Context
As the world’s population ages, the rates of bone and joint illness and injury rise. In the UK, one in two women and one in five men will suffer a fracture after the age of 50, costing the NHS billions of pounds each year.
Hip replacements are one of the most common joint replacement procedures. However, many of those surgeries need corrections: in 2018 there were more than 100,000 hip replacements in the UK, with 8% of them needing revisions.
New treatments that enable the skeleton to heal better are needed to meet this escalating demand and save costs.
Research challenge
The Bone and Joint Research Group has demonstrated the efficacy of using patients’ own bone stem cells together with innovative biocompatible scaffolds to transform approaches to orthopaedic treatment.
Starting in 2002, Professor Richard Oreffo demonstrated that a patient’s own stem cells had a large capacity to form bone in vitro. He was able to isolate human skeletal stem cells and optimise their expansion and characterisation by identifying the physical conditions necessary to optimise their growth.
Together with Professor Douglas Dunlop, Professor Oreffo demonstrated the survival and applicability of using a patient’s own cells in bone impaction grafting in in vivo models and in human patients. To facilitate large bone repair defects, they combined stem cells and bone graft with 3D printed scaffold templates.
In parallel with this work, Dr Jonathan Dawson and Professor Oreffo developed novel nanoclay gels as a biomaterial for bone repair. This formed the basis of University of Southampton spinout company Renovos Biologics Limited in 2017.
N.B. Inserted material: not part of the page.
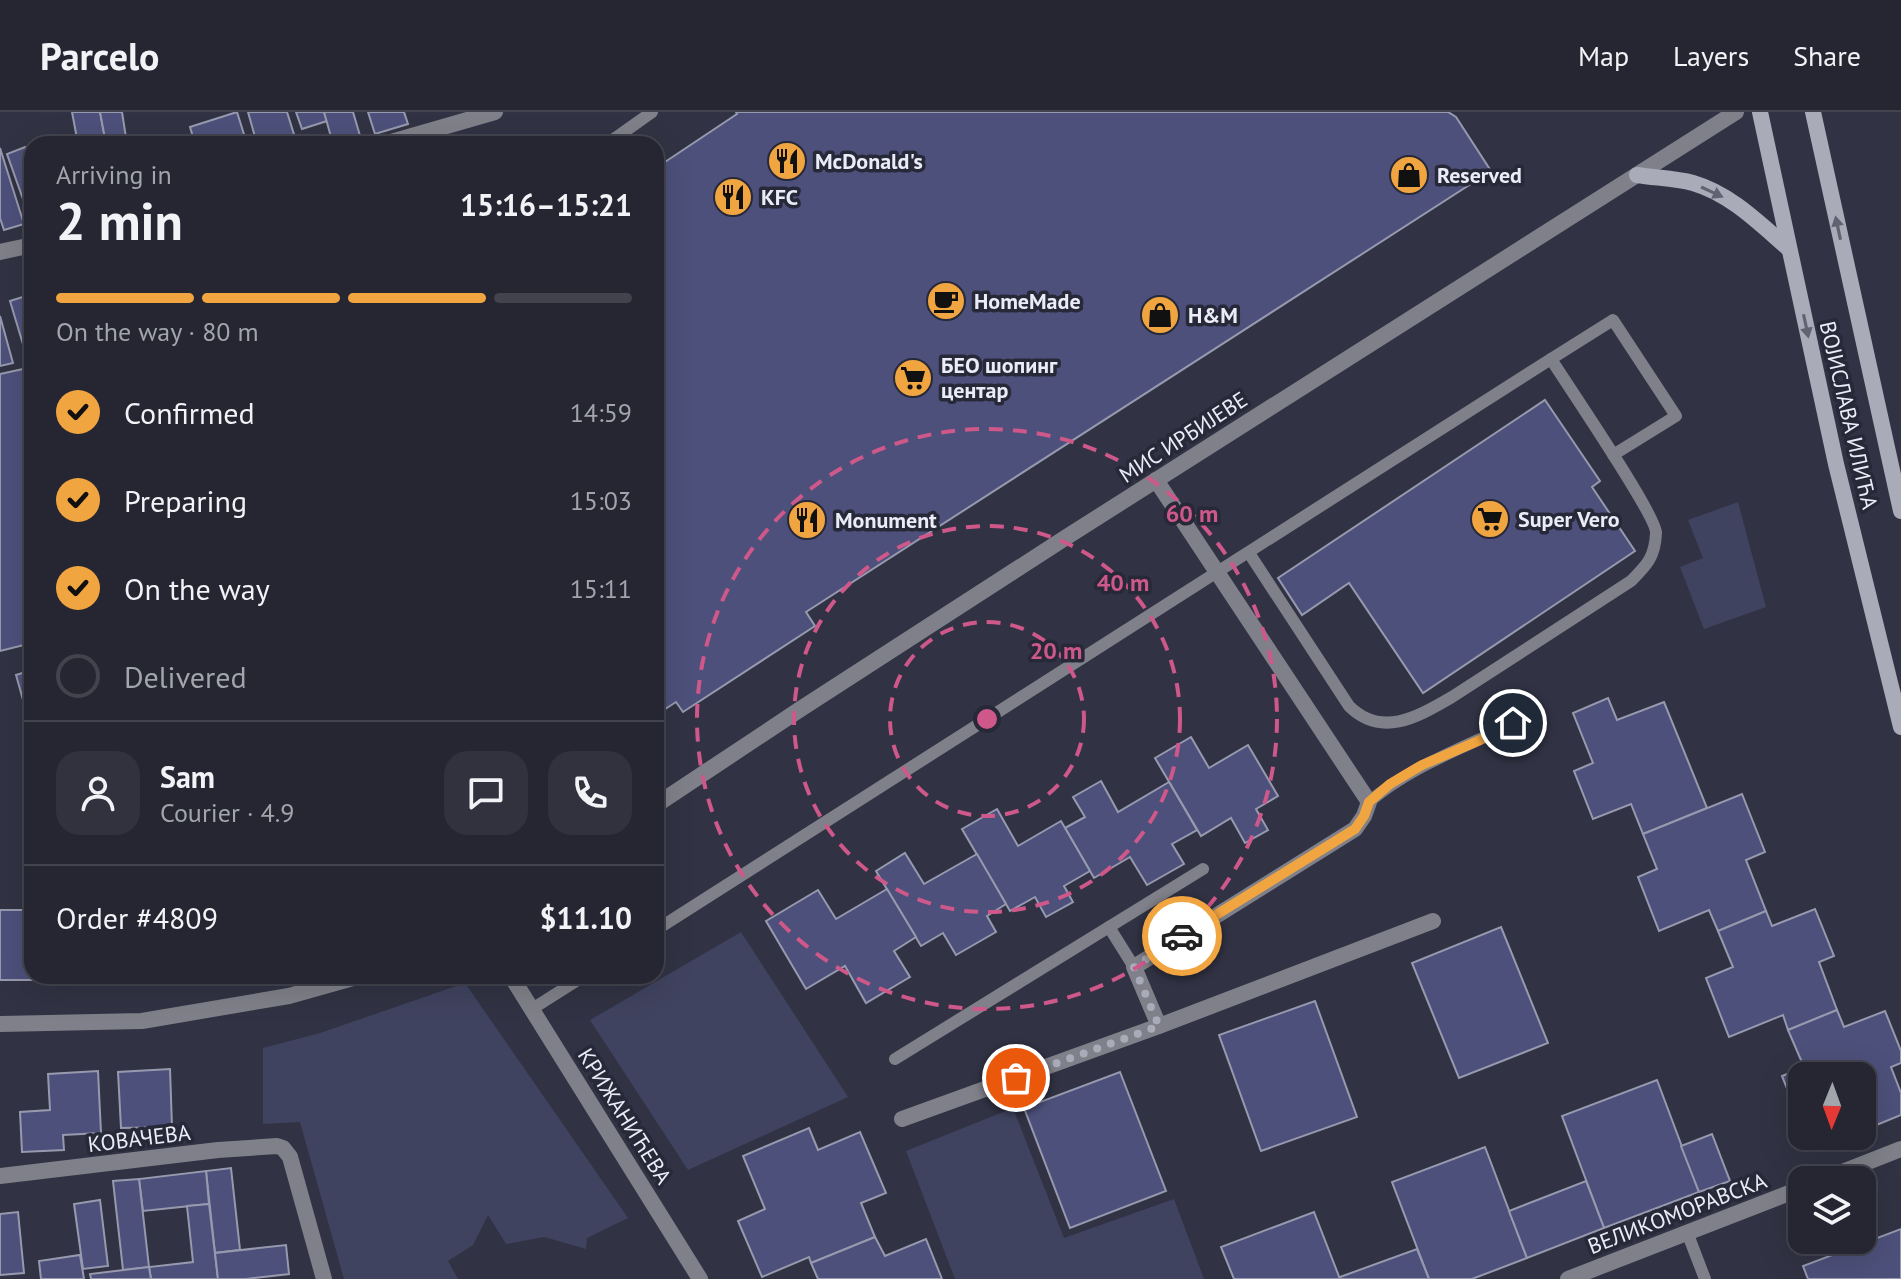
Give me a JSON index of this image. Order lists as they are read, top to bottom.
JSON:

Improving quality of life for hard-to-treat patients through pioneering, cost-saving changes to clinical practice
The research led to the first patient in the UK being treated with a stem cell-augmented 3D-printed hip replacement in 2014.
After being in a traffic accident in 1977, the patient had undergone six hip operations, which had not allowed her hip to recover, leading to a poor quality of life. At time of writing, seven years after the surgery, the patient remains pain-free and mobile.
Subsequently, 20 patients have been treated in Southampton using this technique, some of whom contacted the team directly after reading the wide press coverage of the first procedure.
A review of all 20 patients in 2020 showed no one needed to have their implant replaced, or had suffered any dislocations or fractures.
Spinout company: Renovos Biologics Ltd
In 2017, Professor Oreffo and Dr Dawson co-founded spinout Renovos Biologics Limited, a regenerative medicine company.
Renovos is pioneering its nanoclay gel technology platform Renovite®, which addresses an unmet clinical need for long-term tissue regeneration for patients with debilitating bone and joint conditions. It acts as an injectable scaffold that attracts cells and localises delivered biologics at safe, ultra-low doses.
Between 2017 and 2020, Renovos raised £870,000 from public and private sector funding, and created 3.5 full-time equivalent employment roles.
Increasing public understanding of stem cell biology
The research on stem cell differentiation to bone has led to the conception and creation of a large exhibit to communicate stem cell potential and differentiation.
The ‘Stem Cell Mountain’ was designed by Dr Dawson and Dr Ben Ward, CEO at the Winchester Science Centre (WSC), in the University’s first formal collaborative partnership with WSC in 2014.
Between 2015 and 2018 the exhibit reached over 130,000 school children and 450,000 members of the public. Additionally, it has been taken to 30 festivals including Glastonbury, Cheltenham Science Festival and Countryfile Live.